Dask, Pandas, and GPUs: first steps
By Matthew Rocklin
This post describes the current situation, our general approach, and gives examples of what does and doesn’t work today. We end with some notes on scaling performance.
You can also view the experiment in this post as a notebook.
And here is a table of results:
|Single CPU Core
|Eight CPU Cores
|Forty CPU Cores
Building Blocks: cuDF and Dask
Building a distributed GPU-backed dataframe is a large endeavor. Fortunately we’re starting on a good foundation and can assemble much of this system from existing components:
The cuDF library aims to implement the Pandas API on the GPU. It gets good speedups on standard operations like reading CSV files, filtering and aggregating columns, joins, and so on.
import cudf # looks and feels like Pandas, but runs on the GPU df = cudf.read_csv('myfile.csv') df = df[df.name == 'Alice'] df.groupby('id').value.mean()
cuDF is part of the growing RAPIDS initiative.
The Dask Dataframe library provides parallel algorithms around the Pandas API. It composes large operations like distributed groupbys or distributed joins from a task graph of many smaller single-node groupbys or joins accordingly (and many other operations).
import dask.dataframe as dd # looks and feels like Pandas, but runs in parallel df = dd.read_csv('myfile.*.csv') df = df[df.name == 'Alice'] df.groupby('id').value.mean().compute()
The Dask distributed task scheduler provides general-purpose parallel execution given complex task graphs. It’s good for adding multi-node computing into an existing codebase.
Given these building blocks, our approach is to make the cuDF API close enough to Pandas that we can reuse the Dask Dataframe algorithms.
Benefits and Challenges to this approach
This approach has a few benefits:
We get to reuse the parallel algorithms found in Dask Dataframe originally designed for Pandas.

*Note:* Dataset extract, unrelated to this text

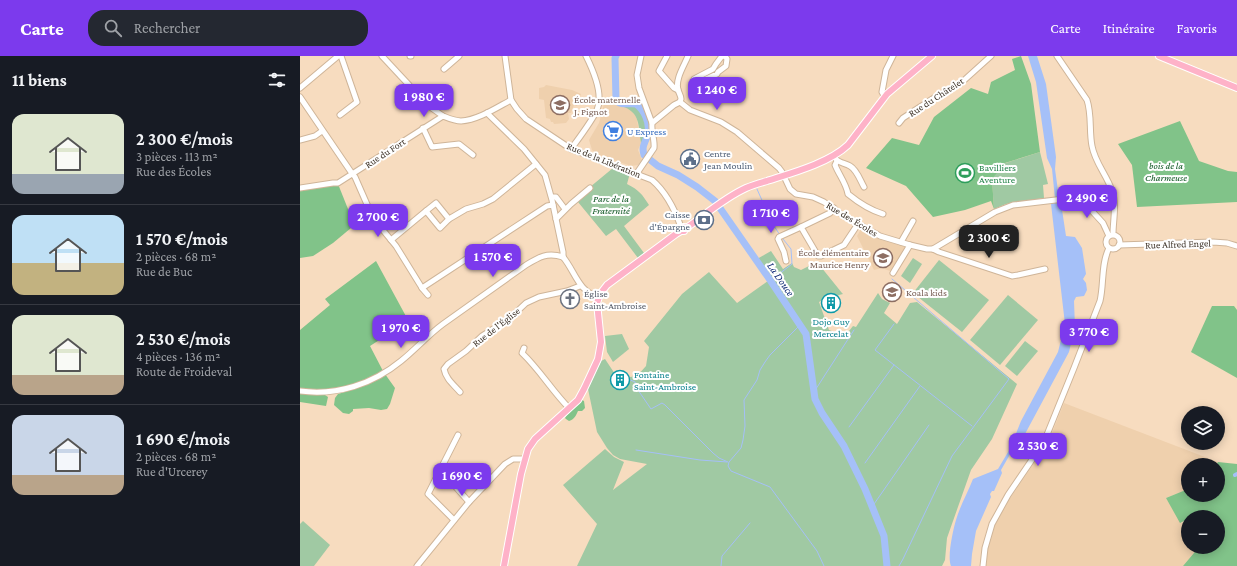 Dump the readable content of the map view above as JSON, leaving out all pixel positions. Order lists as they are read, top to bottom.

It consolidates the development effort within a single codebase so that future effort spent on CPU Dataframes benefits GPU Dataframes and vice versa. Maintenance costs are shared.
By building code that works equally with two DataFrame implementations (CPU and GPU) we establish conventions and protocols that will make it easier for other projects to do the same, either with these two Pandas-like libraries, or with future Pandas-like libraries.

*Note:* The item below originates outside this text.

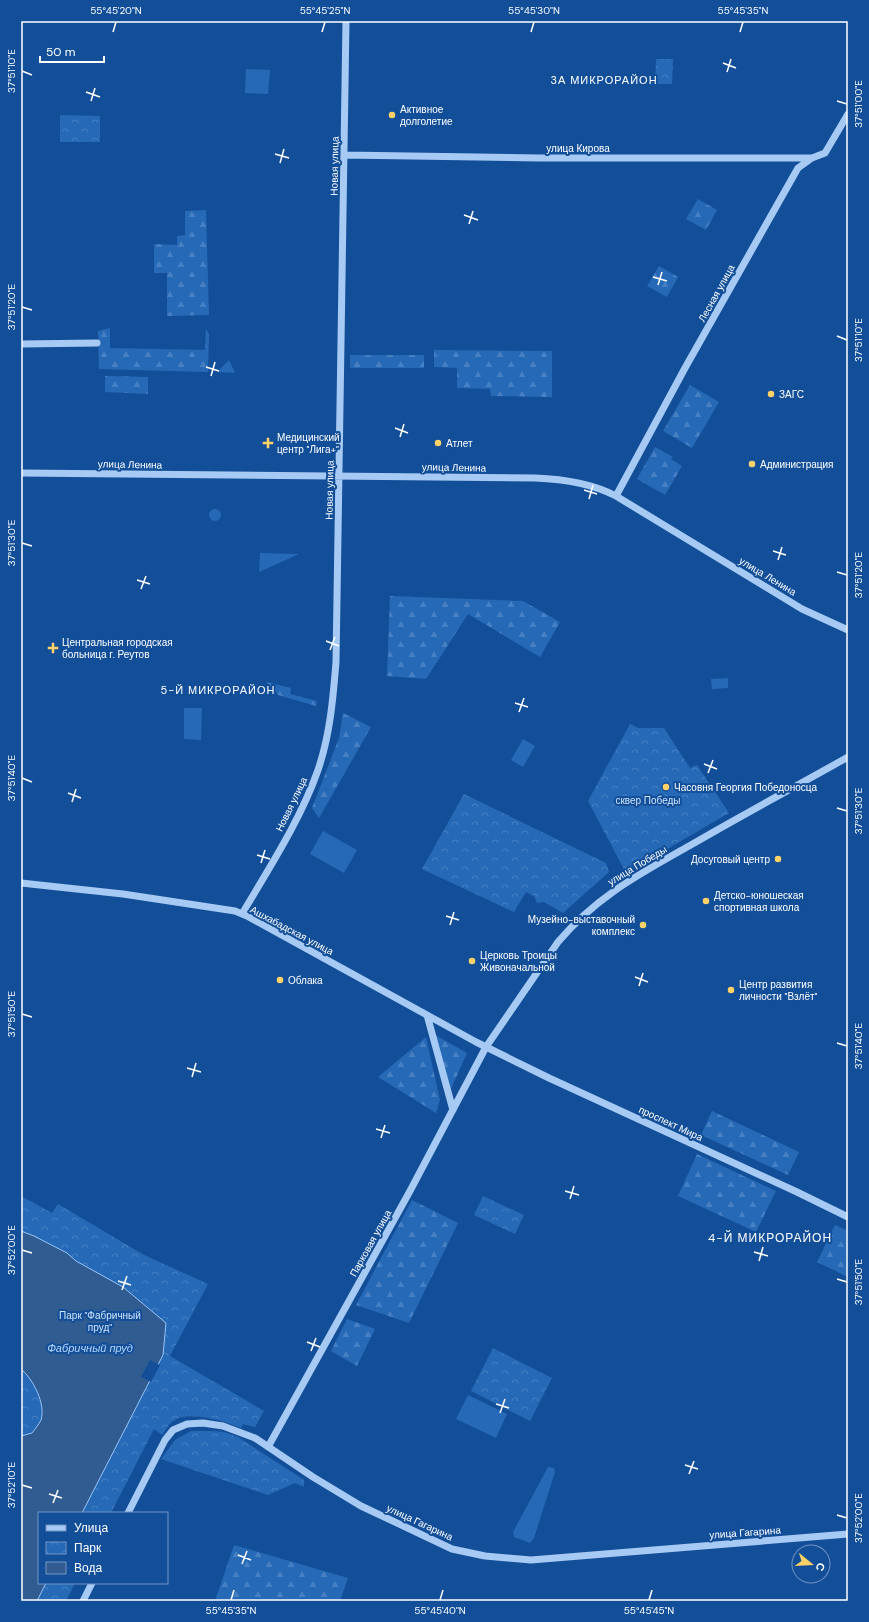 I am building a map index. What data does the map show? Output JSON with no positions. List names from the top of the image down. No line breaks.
{"streets":{"street":["улица Кирова","Новая улица","Лесная улица","улица Ленина","улица Победы","Ашхабадская улица","проспект Мира","Парковая улица","улица Гагарина"]},"crossings":[["улица Кирова","Новая улица"],["улица Кирова","Лесная улица"],["Новая улица","улица Ленина"],["Новая улица","Ашхабадская улица"],["Лесная улица","улица Ленина"],["улица Победы","Ашхабадская улица"],["улица Победы","проспект Мира"],["улица Победы","Парковая улица"],["Ашхабадская улица","проспект Мира"],["Ашхабадская улица","Парковая улица"],["проспект Мира","Парковая улица"],["Парковая улица","улица Гагарина"]],"districts":["3А МИКРОРАЙОН","5-Й МИКРОРАЙОН","4-Й МИКРОРАЙОН"],"water":["Фабричный пруд"],"parks":["сквер Победы","Парк \"Фабричный пруд\""],"places":{"other":["Активное долголетие","ЗАГС","Атлет","Администрация","Часовня Георгия Победоносца","Досуговый центр","Детско-юношеская спортивная школа","Музейно-выставочный комплекс","Церковь Троицы Живоначальной","Облака","Центр развития личности \"Взлёт\""],"health":["Медицинский центр \"Лига+\"","Центральная городская больница г. Реутов"]},"legend":["Улица","Парк","Вода"],"scale_bar":"50 m","north":"right","coordinates":["55°45'20\"N","55°45'25\"N","55°45'30\"N","55°45'35\"N","37°51'10\"E","37°51'00\"E","37°51'20\"E","37°51'30\"E","37°51'40\"E","37°51'50\"E","37°52'00\"E","37°52'10\"E","55°45'40\"N","55°45'45\"N"]}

This approach also aims to demonstrate that the ecosystem should support Pandas-like libraries, rather than just Pandas. For example, if (when?) the Arrow library develops a computational system then we’ll be in a better place to roll that in as well.
When doing any refactor we tend to clean up existing code.

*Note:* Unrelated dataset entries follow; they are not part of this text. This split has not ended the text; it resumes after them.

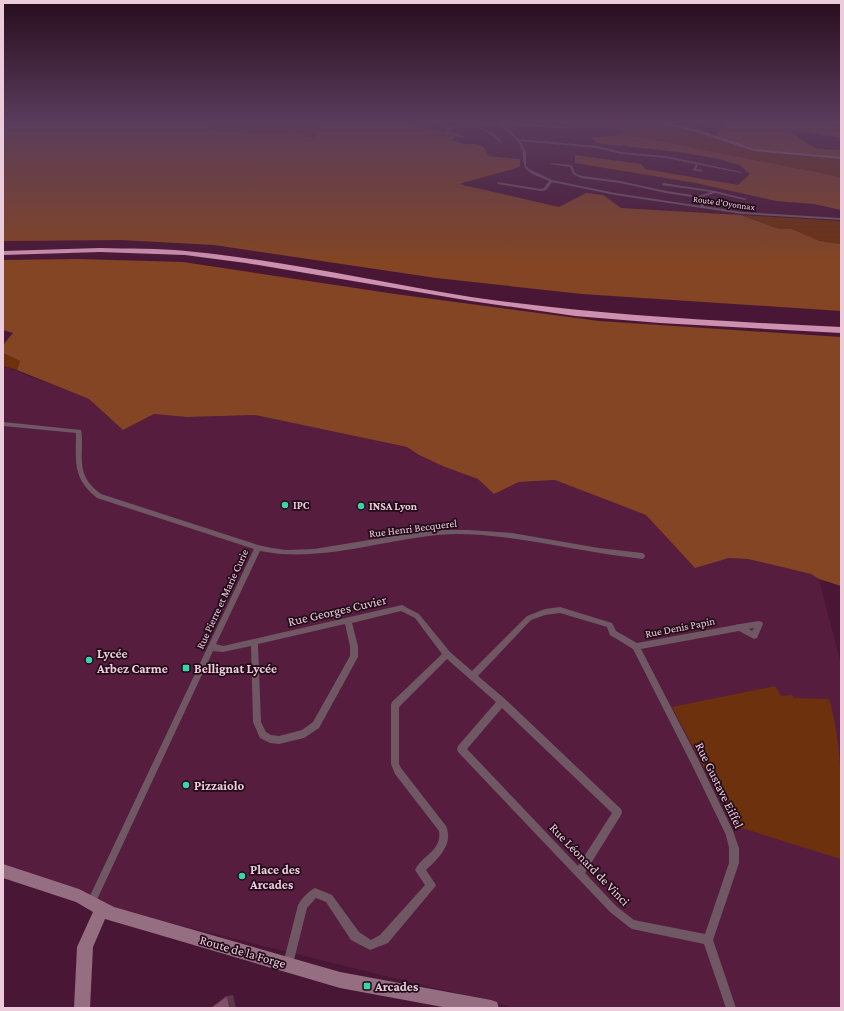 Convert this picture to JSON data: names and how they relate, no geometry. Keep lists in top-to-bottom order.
{
  "streets": {
    "street": [
      "Route d'Oyonnax",
      "Rue Henri Becquerel",
      "Rue Pierre et Marie Curie",
      "Rue Georges Cuvier",
      "Rue Denis Papin",
      "Rue Gustave Eiffel",
      "Rue Léonard de Vinci",
      "Route de la Forge"
    ]
  },
  "crossings": [
    ["Rue Henri Becquerel", "Rue Pierre et Marie Curie"],
    ["Rue Pierre et Marie Curie", "Rue Georges Cuvier"],
    ["Rue Pierre et Marie Curie", "Route de la Forge"],
    ["Rue Georges Cuvier", "Rue Denis Papin"],
    ["Rue Georges Cuvier", "Rue Léonard de Vinci"],
    ["Rue Denis Papin", "Rue Gustave Eiffel"],
    ["Rue Gustave Eiffel", "Rue Léonard de Vinci"]
  ],
  "places": {
    "other": [
      "IPC",
      "INSA Lyon",
      "Lycée Arbez Carme",
      "Pizzaiolo",
      "Place des Arcades"
    ],
    "transit": ["Bellignat Lycée", "Arcades"]
  }
}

For example, to make dask dataframe ready for a new GPU Parquet reader we end up refactoring and simplifying our Parquet I/O logic.
The approach also has some drawbacks. Namely, it places API pressure on cuDF to match Pandas so:
Slight differences in API now cause larger problems, such as these:
cuDF has some pressure on it to repeat what some believe to be mistakes in the Pandas API.
For example, cuDF today supports missing values arguably more sensibly than Pandas. Should cuDF have to revert to the old way of doing things just to match Pandas semantics? Dask Dataframe will probably need to be more flexible in order to handle evolution and small differences in semantics.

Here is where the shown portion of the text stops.